**Assigned task**
Please return the lines of the data that contain "service".

**Collected data entries**
☆ ☆ ☆ ☆

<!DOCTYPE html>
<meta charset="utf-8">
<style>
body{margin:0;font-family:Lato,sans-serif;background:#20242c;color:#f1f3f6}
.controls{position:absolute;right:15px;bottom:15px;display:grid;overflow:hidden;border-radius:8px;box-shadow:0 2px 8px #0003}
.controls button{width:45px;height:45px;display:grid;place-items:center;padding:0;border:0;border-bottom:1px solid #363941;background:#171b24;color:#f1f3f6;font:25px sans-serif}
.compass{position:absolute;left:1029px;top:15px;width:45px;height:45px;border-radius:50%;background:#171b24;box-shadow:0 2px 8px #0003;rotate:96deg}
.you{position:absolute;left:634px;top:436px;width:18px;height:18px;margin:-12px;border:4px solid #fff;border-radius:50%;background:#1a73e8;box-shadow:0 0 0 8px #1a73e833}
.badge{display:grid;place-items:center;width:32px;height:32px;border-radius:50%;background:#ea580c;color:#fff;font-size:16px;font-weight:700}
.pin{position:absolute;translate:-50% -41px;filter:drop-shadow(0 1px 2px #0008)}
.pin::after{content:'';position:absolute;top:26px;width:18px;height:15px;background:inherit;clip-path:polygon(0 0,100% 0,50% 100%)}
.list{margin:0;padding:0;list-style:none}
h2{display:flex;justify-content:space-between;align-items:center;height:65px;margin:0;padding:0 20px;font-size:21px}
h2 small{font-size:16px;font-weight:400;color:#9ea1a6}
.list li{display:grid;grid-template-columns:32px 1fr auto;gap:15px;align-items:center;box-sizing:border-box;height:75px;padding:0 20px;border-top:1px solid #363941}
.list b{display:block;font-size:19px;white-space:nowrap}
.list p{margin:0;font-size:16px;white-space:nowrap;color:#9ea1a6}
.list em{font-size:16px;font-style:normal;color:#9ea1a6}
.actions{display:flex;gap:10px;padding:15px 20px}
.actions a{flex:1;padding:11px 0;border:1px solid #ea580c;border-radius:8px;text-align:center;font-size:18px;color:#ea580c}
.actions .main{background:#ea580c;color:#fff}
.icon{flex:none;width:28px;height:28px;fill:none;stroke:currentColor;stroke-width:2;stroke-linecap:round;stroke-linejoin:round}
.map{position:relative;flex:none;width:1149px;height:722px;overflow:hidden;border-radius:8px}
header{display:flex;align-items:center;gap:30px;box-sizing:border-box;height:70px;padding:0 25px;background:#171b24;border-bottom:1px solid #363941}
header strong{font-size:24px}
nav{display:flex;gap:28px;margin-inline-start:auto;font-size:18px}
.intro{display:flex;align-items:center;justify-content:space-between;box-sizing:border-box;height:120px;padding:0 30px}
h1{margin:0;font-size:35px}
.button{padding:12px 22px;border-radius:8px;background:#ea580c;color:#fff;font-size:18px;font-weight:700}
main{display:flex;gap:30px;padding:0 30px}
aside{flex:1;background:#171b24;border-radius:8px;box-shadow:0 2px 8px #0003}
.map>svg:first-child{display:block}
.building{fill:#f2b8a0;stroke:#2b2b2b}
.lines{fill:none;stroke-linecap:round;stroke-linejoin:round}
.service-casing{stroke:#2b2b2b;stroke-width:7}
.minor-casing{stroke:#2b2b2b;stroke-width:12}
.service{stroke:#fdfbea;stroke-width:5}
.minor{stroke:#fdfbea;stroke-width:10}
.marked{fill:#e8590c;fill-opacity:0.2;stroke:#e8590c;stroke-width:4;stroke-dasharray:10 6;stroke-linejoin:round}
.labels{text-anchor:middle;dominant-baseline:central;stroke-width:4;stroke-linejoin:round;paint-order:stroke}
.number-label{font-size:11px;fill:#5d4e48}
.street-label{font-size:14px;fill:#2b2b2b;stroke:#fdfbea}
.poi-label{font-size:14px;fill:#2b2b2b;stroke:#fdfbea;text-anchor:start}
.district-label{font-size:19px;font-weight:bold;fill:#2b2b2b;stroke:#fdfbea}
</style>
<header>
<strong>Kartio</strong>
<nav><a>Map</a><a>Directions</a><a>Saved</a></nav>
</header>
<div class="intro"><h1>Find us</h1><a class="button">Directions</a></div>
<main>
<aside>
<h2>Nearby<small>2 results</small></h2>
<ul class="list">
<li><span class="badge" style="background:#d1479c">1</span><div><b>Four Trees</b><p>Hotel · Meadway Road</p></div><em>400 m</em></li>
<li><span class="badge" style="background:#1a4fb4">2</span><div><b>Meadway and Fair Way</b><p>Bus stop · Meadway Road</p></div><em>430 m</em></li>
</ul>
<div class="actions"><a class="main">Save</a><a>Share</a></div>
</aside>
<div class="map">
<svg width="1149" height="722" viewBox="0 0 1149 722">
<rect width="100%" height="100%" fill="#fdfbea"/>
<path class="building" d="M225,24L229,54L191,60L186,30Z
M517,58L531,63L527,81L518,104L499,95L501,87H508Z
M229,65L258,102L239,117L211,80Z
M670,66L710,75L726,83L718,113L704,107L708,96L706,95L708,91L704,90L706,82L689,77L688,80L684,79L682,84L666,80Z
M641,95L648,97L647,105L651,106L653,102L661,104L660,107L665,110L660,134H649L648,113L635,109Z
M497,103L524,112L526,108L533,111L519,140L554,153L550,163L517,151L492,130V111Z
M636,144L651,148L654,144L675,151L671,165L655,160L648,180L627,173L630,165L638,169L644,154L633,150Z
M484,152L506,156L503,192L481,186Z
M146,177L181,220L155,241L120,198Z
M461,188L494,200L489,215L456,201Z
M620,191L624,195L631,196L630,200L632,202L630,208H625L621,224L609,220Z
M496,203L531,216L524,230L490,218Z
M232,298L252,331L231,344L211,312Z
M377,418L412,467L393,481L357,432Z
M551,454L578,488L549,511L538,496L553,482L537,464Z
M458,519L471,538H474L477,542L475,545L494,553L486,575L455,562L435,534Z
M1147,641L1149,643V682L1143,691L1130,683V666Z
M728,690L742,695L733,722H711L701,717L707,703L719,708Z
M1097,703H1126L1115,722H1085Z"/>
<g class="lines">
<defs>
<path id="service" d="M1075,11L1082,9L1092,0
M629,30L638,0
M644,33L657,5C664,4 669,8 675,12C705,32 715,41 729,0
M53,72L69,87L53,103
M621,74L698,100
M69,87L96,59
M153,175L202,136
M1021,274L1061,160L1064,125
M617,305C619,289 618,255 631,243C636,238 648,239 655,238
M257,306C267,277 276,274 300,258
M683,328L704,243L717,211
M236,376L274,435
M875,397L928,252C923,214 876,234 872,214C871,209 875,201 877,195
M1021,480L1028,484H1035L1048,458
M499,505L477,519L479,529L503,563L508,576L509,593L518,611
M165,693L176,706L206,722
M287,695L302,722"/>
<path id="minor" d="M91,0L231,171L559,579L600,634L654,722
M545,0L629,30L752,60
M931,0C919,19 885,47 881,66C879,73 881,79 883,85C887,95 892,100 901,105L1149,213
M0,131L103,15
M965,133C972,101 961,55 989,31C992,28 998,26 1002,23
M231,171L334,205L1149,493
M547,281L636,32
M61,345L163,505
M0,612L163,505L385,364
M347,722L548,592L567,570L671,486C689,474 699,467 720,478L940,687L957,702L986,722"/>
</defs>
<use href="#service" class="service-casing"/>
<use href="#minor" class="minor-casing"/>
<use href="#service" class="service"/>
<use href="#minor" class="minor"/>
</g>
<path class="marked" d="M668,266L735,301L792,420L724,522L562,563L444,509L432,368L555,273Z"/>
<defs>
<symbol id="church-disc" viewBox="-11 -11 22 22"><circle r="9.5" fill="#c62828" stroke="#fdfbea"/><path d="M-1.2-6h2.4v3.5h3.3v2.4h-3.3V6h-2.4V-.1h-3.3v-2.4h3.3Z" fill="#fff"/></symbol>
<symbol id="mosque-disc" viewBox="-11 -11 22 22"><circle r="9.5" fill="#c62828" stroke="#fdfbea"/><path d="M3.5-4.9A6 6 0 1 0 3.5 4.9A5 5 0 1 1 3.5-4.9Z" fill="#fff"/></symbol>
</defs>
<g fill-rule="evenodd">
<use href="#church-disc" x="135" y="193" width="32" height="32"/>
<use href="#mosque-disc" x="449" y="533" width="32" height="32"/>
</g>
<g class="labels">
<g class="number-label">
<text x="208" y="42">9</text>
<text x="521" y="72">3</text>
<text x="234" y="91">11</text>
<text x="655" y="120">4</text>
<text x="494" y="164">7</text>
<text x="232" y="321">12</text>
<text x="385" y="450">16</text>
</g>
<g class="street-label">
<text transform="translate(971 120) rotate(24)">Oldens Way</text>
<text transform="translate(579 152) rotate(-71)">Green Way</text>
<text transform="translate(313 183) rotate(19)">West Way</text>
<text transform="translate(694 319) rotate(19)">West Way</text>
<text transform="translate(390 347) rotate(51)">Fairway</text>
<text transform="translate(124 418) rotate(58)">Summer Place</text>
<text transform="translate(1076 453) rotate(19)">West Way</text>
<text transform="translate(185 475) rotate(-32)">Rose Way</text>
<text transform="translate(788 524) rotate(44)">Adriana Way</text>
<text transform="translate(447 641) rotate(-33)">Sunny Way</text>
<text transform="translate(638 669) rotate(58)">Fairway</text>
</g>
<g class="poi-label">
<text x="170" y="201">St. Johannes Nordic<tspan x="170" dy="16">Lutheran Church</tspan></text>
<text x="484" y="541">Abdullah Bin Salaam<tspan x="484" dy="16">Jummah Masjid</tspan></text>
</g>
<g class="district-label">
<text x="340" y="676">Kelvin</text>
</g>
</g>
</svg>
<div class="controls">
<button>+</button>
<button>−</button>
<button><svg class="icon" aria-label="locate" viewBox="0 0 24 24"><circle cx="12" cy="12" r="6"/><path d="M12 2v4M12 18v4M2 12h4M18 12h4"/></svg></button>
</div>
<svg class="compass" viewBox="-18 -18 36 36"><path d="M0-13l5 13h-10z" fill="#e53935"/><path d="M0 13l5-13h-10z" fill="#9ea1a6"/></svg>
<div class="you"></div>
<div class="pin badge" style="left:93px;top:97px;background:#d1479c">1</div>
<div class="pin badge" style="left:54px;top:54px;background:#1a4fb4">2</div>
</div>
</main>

☆ ☆ ☆ ☆

**Solution to the problem**
.service-casing{stroke:#2b2b2b;stroke-width:7}
.service{stroke:#fdfbea;stroke-width:5}
<path id="service" d="M1075,11L1082,9L1092,0
<use href="#service" class="service-casing"/>
<use href="#service" class="service"/>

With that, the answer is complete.